If a line of the data below holds the string "limit", copy it.

> _Records from a data source_:
-------------------------

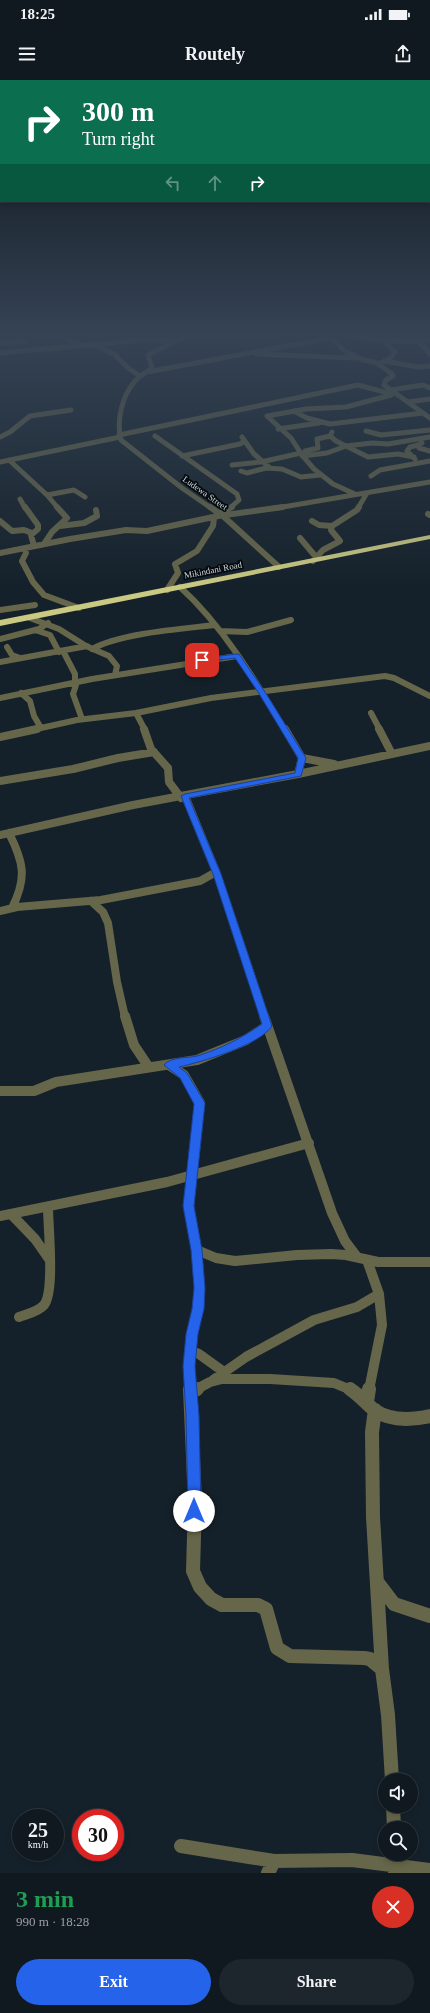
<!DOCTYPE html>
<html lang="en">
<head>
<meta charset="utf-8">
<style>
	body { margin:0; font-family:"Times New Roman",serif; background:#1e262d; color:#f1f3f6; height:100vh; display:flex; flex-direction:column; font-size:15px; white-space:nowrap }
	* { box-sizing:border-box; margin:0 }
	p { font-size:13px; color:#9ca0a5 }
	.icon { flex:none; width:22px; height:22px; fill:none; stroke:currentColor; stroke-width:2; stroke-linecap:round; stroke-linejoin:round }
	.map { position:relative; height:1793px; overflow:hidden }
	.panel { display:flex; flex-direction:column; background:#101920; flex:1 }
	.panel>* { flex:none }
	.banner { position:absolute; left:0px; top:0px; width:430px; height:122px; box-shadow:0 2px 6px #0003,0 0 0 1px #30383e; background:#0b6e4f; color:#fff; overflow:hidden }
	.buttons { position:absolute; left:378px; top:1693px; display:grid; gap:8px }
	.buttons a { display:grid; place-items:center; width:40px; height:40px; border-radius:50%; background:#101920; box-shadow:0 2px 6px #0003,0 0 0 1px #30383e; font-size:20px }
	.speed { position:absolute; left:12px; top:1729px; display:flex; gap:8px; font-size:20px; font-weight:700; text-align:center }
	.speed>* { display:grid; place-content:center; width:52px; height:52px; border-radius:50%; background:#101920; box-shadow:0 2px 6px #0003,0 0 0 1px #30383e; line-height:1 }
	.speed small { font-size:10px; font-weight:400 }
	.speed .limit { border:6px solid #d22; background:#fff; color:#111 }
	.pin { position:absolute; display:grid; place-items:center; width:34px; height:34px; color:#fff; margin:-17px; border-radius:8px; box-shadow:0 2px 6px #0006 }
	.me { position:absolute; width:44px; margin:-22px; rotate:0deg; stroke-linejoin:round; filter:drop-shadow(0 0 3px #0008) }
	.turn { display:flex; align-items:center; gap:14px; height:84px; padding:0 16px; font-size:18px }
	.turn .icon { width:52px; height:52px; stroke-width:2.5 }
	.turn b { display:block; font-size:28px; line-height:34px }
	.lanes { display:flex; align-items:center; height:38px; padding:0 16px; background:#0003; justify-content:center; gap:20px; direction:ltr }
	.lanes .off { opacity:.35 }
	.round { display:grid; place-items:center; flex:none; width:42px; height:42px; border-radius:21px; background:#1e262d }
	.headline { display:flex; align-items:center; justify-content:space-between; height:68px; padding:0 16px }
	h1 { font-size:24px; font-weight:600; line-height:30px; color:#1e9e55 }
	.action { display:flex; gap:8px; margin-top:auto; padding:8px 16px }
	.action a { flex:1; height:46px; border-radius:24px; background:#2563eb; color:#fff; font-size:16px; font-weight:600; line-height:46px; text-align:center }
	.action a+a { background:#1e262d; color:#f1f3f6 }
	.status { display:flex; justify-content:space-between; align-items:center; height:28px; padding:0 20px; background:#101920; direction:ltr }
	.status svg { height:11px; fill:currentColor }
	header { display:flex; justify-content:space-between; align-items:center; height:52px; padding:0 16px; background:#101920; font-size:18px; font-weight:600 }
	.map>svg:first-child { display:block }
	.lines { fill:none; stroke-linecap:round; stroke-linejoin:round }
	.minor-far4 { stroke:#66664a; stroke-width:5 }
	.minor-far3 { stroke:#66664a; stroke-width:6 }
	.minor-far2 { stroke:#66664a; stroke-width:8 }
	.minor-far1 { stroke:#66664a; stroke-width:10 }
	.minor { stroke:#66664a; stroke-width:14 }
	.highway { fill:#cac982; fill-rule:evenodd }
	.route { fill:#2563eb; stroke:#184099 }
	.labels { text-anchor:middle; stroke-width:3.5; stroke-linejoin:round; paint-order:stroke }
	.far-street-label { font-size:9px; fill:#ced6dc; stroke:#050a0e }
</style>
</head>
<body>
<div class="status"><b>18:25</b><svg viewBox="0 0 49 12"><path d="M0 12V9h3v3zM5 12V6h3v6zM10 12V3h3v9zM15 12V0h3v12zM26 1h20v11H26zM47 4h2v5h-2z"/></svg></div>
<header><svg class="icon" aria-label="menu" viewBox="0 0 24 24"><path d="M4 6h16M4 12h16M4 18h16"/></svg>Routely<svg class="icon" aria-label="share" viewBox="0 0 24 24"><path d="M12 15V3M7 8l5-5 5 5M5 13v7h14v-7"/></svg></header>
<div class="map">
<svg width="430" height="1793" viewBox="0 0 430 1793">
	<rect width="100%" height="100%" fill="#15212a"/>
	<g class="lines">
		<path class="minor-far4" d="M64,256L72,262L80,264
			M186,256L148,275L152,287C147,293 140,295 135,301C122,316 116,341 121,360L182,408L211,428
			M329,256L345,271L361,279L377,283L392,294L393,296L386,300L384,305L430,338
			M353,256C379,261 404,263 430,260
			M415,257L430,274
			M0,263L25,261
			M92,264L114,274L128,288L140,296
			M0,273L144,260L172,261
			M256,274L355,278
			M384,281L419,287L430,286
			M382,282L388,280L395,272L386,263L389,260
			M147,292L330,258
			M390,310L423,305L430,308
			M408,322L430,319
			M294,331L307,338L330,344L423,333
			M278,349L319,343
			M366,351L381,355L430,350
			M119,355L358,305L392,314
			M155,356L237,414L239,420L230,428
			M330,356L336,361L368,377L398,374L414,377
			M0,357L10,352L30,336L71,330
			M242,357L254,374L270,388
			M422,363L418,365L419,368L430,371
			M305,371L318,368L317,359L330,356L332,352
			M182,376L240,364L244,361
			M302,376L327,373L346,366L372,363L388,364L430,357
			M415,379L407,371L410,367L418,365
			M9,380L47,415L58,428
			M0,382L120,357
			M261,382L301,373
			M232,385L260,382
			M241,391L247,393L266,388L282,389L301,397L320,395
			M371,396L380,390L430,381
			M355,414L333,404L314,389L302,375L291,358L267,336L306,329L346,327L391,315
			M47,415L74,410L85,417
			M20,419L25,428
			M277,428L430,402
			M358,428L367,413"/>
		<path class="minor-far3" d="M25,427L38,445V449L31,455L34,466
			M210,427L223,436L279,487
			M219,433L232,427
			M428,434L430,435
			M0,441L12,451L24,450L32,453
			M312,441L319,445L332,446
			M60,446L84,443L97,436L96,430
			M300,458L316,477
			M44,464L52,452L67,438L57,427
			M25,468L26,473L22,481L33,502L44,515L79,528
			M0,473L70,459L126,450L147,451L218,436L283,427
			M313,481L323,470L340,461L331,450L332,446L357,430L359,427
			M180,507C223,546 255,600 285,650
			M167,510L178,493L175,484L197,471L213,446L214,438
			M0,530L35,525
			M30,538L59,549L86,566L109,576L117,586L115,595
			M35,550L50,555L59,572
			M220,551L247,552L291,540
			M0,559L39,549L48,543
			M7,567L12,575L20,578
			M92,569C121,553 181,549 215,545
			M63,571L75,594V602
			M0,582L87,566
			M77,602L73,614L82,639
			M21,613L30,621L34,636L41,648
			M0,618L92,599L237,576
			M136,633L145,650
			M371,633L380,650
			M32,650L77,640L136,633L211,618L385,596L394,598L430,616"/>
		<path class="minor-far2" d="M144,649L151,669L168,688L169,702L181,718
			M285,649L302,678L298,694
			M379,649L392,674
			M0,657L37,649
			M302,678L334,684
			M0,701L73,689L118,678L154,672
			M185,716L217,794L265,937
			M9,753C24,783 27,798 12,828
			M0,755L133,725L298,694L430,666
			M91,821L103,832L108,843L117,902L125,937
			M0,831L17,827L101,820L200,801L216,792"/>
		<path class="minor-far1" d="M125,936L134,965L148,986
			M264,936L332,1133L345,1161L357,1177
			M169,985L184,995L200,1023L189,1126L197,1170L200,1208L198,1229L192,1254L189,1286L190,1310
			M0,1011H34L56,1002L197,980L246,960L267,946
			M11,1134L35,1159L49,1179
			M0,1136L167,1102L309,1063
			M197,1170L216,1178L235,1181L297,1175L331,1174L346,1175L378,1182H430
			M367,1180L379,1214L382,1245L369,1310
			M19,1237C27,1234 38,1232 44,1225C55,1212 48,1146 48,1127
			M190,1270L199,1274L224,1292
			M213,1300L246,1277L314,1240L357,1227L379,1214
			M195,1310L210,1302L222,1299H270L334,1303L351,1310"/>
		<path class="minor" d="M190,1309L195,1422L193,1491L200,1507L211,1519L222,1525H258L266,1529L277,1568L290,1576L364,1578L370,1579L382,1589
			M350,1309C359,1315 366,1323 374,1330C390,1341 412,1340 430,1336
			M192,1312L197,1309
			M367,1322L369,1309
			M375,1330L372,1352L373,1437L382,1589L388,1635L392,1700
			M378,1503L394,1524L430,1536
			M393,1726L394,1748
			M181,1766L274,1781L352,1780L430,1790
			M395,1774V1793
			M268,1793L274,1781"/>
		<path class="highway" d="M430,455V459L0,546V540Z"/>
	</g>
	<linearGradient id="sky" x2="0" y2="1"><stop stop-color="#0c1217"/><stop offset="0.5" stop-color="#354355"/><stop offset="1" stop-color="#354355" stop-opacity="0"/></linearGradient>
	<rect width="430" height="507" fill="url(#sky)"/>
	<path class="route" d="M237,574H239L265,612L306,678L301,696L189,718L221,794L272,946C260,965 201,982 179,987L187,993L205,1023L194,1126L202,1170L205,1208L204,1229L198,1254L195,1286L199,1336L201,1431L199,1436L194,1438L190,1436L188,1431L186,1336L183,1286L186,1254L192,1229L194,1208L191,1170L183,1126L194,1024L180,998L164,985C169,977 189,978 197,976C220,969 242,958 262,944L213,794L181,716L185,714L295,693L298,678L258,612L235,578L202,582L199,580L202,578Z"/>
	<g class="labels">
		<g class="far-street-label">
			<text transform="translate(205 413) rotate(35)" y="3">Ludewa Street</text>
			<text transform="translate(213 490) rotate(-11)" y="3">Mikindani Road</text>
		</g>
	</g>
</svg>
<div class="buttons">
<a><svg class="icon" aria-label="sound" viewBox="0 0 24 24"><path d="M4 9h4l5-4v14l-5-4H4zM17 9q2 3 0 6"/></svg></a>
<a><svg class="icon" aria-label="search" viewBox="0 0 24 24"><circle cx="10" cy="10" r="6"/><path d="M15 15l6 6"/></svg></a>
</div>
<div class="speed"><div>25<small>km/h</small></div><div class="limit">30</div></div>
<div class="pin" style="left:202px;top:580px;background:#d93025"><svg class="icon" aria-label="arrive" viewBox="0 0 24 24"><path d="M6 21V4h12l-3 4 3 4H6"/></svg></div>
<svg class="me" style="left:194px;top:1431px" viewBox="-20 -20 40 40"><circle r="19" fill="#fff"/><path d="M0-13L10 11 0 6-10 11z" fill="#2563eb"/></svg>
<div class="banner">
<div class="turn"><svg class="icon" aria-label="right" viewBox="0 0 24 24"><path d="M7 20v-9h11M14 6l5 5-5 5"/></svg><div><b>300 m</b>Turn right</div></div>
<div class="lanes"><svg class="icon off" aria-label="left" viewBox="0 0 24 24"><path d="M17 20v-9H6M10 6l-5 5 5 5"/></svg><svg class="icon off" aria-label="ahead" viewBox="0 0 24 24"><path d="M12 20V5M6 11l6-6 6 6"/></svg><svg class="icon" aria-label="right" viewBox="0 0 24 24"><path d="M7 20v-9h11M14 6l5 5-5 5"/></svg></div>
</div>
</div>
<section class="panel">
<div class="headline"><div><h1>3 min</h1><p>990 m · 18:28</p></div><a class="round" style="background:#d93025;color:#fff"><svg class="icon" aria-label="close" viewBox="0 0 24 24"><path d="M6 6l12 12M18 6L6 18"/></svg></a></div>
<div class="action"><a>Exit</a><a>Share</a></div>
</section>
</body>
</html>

-------------------------

> _SOLUTION TO THIS EXERCISE_:
	.speed .limit { border:6px solid #d22; background:#fff; color:#111 }
<div class="speed"><div>25<small>km/h</small></div><div class="limit">30</div></div>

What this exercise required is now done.